Begin with the first line of the entries below. Copy each line exactly, stopping after the one that contains "Annotation task. Summarize".

**STORED DATA**:
————————

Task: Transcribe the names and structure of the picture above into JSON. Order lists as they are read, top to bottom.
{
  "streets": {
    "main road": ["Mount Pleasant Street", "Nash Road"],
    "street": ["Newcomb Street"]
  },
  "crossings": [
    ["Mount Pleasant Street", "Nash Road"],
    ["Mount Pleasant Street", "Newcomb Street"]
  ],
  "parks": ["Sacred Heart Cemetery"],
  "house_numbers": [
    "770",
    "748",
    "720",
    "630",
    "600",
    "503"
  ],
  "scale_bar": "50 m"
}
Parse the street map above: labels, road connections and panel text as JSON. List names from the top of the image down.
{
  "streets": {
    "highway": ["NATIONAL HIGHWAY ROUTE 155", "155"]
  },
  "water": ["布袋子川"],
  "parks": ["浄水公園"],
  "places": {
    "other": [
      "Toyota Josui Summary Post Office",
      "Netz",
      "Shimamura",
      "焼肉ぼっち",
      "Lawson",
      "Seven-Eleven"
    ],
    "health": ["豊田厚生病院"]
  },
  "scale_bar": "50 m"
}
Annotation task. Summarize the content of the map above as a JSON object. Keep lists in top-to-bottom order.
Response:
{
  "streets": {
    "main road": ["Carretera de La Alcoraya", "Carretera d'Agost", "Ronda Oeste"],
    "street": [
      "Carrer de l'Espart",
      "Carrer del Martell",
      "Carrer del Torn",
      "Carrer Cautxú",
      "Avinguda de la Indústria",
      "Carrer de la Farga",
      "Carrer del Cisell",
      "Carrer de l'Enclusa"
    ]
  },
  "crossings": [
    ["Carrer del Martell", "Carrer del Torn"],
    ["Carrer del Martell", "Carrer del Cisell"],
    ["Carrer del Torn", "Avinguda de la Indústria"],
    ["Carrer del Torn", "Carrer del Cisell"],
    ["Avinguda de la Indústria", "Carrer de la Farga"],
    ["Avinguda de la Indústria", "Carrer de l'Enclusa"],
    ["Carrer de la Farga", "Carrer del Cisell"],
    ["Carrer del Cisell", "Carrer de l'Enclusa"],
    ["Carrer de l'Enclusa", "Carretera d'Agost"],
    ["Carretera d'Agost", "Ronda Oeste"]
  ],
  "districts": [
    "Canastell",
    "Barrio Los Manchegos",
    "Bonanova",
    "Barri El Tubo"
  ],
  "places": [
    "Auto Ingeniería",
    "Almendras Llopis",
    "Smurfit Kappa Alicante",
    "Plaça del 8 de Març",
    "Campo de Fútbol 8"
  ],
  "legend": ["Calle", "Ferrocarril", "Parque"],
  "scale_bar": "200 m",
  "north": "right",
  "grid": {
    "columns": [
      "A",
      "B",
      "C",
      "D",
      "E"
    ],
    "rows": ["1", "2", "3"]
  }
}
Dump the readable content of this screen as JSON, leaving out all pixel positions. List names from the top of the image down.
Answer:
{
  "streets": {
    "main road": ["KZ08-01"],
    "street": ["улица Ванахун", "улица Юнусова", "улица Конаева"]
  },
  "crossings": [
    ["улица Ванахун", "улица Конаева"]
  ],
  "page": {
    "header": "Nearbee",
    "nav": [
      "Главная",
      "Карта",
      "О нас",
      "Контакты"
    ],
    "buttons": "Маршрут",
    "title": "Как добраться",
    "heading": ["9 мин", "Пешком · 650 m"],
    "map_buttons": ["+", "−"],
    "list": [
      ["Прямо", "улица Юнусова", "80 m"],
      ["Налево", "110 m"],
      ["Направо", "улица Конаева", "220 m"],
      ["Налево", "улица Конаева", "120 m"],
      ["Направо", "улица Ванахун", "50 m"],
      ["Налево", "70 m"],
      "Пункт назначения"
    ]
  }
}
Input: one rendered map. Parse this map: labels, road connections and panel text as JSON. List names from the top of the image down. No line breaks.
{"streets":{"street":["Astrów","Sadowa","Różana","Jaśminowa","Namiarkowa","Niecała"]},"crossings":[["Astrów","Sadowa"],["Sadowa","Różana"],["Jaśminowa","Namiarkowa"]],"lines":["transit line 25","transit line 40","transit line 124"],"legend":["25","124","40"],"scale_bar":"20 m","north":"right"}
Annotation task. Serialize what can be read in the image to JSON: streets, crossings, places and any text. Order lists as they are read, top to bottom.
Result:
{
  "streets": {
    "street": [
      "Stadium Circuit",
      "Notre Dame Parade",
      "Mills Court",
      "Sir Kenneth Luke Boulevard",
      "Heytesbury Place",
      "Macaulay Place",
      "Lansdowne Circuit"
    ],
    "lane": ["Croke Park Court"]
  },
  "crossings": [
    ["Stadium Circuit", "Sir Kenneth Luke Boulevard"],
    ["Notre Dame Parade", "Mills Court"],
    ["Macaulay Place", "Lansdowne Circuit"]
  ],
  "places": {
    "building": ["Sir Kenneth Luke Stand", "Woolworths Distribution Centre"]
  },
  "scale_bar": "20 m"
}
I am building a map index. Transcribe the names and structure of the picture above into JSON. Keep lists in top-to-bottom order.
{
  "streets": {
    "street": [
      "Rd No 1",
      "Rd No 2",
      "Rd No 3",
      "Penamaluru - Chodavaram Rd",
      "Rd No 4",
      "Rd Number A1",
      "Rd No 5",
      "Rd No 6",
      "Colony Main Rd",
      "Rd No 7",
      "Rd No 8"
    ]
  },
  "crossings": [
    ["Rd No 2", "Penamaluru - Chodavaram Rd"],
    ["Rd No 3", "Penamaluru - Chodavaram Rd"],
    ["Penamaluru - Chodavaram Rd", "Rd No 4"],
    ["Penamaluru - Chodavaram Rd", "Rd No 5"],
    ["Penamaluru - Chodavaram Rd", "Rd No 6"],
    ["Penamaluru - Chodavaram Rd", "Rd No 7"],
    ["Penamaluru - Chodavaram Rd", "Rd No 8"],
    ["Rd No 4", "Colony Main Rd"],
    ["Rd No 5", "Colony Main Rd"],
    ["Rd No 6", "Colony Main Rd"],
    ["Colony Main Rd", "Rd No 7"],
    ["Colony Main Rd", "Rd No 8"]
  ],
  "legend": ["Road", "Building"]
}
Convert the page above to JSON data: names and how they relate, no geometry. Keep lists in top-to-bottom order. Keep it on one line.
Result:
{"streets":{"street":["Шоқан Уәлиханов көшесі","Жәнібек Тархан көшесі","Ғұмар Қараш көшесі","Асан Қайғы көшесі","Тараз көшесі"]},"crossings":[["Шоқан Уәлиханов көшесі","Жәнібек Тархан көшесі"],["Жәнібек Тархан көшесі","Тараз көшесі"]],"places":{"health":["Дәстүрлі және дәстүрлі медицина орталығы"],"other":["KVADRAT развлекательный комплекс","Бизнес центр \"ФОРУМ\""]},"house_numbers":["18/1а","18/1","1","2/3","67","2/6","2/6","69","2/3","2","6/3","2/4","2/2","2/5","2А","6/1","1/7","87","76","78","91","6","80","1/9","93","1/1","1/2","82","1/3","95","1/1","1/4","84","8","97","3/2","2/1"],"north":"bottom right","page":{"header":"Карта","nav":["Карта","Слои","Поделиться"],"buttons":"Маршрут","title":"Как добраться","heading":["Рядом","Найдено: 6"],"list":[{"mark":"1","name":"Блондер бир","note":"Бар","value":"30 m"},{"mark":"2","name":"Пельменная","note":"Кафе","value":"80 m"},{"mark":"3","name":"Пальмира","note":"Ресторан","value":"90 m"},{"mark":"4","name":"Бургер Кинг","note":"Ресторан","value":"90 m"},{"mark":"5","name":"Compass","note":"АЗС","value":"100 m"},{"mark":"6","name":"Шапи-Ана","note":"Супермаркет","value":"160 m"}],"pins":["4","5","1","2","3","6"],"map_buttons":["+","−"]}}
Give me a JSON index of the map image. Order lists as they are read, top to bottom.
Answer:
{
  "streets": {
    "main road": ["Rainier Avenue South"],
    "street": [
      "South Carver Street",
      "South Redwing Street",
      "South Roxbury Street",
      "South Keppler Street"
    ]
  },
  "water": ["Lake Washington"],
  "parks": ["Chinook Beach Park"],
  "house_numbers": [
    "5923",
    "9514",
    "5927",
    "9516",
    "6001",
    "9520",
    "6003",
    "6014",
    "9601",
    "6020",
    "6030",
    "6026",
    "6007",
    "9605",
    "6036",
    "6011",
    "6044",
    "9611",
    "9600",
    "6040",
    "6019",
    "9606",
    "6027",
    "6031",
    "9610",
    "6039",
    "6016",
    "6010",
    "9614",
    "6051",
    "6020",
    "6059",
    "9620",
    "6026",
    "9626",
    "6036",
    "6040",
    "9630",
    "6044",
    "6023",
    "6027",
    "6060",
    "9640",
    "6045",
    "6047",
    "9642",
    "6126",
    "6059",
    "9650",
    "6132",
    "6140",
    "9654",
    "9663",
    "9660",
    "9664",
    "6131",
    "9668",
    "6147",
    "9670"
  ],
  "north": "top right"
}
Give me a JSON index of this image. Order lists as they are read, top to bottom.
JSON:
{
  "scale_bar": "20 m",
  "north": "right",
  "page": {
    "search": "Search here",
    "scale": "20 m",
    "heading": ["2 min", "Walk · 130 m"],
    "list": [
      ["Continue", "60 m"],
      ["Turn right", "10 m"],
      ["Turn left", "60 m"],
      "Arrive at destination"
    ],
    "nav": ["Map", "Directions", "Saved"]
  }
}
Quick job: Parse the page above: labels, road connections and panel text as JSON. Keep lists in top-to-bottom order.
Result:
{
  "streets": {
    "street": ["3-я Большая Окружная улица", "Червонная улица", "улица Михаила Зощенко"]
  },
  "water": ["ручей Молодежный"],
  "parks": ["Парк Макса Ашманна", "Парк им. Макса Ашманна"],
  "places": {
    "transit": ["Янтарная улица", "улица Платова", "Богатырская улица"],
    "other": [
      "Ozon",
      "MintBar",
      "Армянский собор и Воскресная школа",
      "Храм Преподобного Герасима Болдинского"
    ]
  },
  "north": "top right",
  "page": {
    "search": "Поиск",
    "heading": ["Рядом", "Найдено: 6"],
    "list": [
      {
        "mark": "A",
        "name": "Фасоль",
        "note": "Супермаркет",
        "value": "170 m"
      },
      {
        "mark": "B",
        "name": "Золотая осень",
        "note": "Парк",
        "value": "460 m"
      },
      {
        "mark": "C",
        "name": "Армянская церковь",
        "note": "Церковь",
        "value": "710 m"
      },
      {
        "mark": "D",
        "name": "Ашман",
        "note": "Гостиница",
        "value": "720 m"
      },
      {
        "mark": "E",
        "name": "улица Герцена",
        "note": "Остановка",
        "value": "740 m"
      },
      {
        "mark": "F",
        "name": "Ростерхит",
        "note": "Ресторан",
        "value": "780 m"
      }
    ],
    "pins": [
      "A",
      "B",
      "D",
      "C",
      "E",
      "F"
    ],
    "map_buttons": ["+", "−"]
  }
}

————————

**SOLUTION TO THE PROBLEM**:
Task: Transcribe the names and structure of the picture above into JSON. Order lists as they are read, top to bottom.
{
  "streets": {
    "main road": ["Mount Pleasant Street", "Nash Road"],
    "street": ["Newcomb Street"]
  },
  "crossings": [
    ["Mount Pleasant Street", "Nash Road"],
    ["Mount Pleasant Street", "Newcomb Street"]
  ],
  "parks": ["Sacred Heart Cemetery"],
  "house_numbers": [
    "770",
    "748",
    "720",
    "630",
    "600",
    "503"
  ],
  "scale_bar": "50 m"
}
Parse the street map above: labels, road connections and panel text as JSON. List names from the top of the image down.
{
  "streets": {
    "highway": ["NATIONAL HIGHWAY ROUTE 155", "155"]
  },
  "water": ["布袋子川"],
  "parks": ["浄水公園"],
  "places": {
    "other": [
      "Toyota Josui Summary Post Office",
      "Netz",
      "Shimamura",
      "焼肉ぼっち",
      "Lawson",
      "Seven-Eleven"
    ],
    "health": ["豊田厚生病院"]
  },
  "scale_bar": "50 m"
}
Annotation task. Summarize the content of the map above as a JSON object. Keep lists in top-to-bottom order.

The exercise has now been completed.